Especial
Ella Fitzgerald, 22 años sin la dama del jazz
Ella Fitzgerald, la dama del jazz, se fue hace 22 años dejándonos un legado incalculable que sigue sonando a través de los 250 discos que grabó.
Para empezar, nos dejó su voz: clara, de dicción perfecta, capaz de alternar las notas más agudas y más graves en bebop o en baladas. Siempre sonreía para proyectar la voz, algo que los críticos le reprochaban. Su sonrisa resulta paradójica teniendo en cuenta cómo fue su infancia.
Ella Jane Fitzgerald nació en Virginia en 1917 en medio de una pobreza extrema. A los 15 años se quedó huérfana y acabó en un reformatorio. La radio era su única vía de escape: gracias a ella aprendió a tocar el piano y a imitar todo el jazz que salía de aquel aparato. Su nivel de admiración era tal que aprendió de memoria todo lo que cantaba su ídolo, Louis Armstrong. Quién le diría que años después formaría junto a él una de las parejas más famosas del jazz.
A los 21 años, ya tocaba con los más grandes. Además de Armstrong, acompañó a Count Basie, Frank Sinatra o Nat King Cole, y puso voz a la música de grandes compositores de la época, como los Gershwin. Pero para llegar ahí tuvo que superar las dudas de su primer mentor, Chick Webb, que la incluyó en su orquesta a pesar de que la joven no tenía ninguna experiencia. Tenía 17 años. Su voz lo deslumbró y acabó adoptándola, musical y legalmente, porque se convirtió en su padre adoptivo. Cuando Webb murió, fue Ella quien se hizo cargo de la formación.
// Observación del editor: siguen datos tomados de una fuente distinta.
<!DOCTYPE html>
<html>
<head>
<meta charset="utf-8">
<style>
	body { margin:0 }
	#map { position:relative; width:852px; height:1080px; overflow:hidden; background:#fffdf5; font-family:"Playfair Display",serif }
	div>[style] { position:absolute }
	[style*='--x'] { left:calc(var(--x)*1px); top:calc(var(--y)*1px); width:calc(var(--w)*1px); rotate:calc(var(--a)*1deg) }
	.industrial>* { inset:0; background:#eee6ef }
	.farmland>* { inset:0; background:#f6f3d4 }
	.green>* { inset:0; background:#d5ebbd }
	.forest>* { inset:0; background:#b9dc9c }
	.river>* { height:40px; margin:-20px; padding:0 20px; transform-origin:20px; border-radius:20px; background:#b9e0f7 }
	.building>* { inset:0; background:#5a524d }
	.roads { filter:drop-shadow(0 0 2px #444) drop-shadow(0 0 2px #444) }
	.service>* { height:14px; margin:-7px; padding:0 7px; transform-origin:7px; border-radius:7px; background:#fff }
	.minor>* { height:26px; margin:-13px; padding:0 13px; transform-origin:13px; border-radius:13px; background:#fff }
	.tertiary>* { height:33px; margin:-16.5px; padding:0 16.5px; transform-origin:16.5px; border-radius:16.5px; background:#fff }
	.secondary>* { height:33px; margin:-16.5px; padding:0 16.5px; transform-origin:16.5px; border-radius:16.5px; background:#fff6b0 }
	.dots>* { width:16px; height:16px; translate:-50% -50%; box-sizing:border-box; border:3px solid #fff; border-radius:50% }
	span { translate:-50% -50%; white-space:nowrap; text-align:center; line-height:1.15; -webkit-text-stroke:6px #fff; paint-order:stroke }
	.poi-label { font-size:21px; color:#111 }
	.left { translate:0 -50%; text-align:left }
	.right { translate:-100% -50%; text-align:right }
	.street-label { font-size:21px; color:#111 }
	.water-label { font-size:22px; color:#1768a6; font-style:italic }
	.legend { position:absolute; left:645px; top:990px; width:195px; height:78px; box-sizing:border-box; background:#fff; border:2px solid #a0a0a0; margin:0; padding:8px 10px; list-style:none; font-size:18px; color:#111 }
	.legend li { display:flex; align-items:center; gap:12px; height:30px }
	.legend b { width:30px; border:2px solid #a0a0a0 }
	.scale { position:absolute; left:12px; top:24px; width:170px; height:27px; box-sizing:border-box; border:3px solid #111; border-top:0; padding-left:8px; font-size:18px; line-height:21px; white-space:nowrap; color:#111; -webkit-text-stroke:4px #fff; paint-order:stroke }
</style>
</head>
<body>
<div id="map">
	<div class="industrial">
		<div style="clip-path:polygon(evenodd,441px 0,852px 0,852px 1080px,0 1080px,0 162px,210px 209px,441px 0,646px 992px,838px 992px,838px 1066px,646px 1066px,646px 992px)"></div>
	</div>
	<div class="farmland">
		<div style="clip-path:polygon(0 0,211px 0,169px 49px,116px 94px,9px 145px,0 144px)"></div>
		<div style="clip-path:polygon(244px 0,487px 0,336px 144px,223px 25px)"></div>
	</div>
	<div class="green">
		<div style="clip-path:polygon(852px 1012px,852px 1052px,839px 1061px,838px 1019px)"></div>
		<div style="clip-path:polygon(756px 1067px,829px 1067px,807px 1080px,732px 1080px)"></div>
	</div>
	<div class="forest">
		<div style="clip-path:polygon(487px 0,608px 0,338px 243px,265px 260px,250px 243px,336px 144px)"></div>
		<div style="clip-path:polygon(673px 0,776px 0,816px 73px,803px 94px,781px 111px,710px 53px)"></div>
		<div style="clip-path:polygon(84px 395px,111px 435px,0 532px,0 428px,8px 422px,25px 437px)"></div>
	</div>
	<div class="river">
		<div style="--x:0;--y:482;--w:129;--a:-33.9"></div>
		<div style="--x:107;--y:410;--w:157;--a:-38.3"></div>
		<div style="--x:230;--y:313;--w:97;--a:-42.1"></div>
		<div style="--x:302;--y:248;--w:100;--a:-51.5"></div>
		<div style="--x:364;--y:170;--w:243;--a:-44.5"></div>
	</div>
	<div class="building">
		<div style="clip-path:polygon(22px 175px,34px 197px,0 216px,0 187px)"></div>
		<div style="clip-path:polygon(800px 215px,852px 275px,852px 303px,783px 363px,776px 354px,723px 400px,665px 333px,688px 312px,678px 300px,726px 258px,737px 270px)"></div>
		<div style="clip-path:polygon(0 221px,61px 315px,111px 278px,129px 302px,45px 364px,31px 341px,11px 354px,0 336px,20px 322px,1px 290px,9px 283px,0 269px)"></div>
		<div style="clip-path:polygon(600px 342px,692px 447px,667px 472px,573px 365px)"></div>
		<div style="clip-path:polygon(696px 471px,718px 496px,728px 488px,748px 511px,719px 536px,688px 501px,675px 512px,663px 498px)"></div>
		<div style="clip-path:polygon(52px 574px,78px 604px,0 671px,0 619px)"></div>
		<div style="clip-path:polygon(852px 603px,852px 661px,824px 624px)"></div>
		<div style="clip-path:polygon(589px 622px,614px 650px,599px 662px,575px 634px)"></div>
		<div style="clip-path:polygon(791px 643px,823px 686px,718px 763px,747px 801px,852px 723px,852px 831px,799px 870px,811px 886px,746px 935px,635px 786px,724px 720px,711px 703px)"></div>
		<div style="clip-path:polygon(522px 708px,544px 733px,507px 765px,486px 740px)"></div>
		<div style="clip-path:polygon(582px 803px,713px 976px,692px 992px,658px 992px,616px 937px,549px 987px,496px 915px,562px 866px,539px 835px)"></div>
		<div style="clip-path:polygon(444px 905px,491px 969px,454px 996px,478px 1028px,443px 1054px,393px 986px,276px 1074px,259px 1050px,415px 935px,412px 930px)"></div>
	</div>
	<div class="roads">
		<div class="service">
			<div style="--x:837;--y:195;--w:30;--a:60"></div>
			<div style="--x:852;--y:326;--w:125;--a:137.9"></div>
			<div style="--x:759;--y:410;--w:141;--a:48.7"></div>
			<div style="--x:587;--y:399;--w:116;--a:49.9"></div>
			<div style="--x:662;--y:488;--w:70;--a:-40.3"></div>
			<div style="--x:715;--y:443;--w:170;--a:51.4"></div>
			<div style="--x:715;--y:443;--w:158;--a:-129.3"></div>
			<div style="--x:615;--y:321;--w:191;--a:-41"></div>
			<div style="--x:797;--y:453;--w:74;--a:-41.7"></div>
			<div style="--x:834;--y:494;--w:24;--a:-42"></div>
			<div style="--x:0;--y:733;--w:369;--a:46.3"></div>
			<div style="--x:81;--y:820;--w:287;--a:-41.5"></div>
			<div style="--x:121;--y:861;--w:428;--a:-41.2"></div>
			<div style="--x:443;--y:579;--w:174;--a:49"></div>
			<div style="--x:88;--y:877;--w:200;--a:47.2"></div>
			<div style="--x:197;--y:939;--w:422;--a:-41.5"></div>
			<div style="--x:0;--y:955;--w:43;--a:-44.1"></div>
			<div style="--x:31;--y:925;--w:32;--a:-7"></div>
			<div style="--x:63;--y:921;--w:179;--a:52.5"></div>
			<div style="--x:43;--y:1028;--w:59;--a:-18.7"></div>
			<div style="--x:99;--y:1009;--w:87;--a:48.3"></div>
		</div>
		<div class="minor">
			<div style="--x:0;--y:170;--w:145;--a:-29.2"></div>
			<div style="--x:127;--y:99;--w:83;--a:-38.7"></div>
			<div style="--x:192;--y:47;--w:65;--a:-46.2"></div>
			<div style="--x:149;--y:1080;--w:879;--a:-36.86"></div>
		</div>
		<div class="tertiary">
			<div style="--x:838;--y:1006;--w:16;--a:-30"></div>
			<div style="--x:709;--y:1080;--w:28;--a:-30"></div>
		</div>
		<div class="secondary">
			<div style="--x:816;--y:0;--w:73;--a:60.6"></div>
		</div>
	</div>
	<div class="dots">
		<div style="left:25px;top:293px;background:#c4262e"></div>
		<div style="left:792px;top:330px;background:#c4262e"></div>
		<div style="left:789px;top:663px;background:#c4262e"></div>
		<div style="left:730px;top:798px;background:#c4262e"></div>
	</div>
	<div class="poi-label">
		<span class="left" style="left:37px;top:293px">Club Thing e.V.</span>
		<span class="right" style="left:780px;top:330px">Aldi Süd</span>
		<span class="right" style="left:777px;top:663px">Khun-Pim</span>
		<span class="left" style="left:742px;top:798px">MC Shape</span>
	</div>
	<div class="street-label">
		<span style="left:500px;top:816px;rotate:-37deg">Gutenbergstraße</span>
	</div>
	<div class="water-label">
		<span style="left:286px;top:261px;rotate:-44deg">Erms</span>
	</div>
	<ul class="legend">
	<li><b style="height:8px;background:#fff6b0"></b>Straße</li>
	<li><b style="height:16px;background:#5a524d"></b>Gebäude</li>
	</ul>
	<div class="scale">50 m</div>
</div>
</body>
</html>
Con ella conoció a los más grandes, como Dizzy Gillespie, que la animó a improvisar con su voz. Ella le hizo caso, y adoptó el Scat (imitar con su voz el sonido de instrumentos) como su marca de fábrica.
Se la considera una de las voces más innovadoras del jazz. Es la artista de este género con más premios: 13 grammys y la Medalla Nacional de las Artes, máximo reconocimiento cultural que concede el gobierno de Estados Unidos. Tiene incluso un sello postal. Y aún así, todos los que la conocieron destacan su timidez, que tuvo que superar.
También luchó contra una salud frágil. En sus últimos años sufrió varias operaciones de corazón, y la diabetes acabó consumiéndola. Primero se llevó su vista. Después, su movilidad hasta dejarla en una silla de ruedas, y, finalmente, también silenció su voz. Pasó sus últimos días en el patio trasero de su mansión de Beverly Hills. Solo quería escuchar el canto de los pájaros y la risa de su nieta. El 15 de junio de 1996 miró al cielo por última vez y murmuró: "Estoy lista para irme". Y se fue. Pero nos dejó 2.000 canciones para recordarla.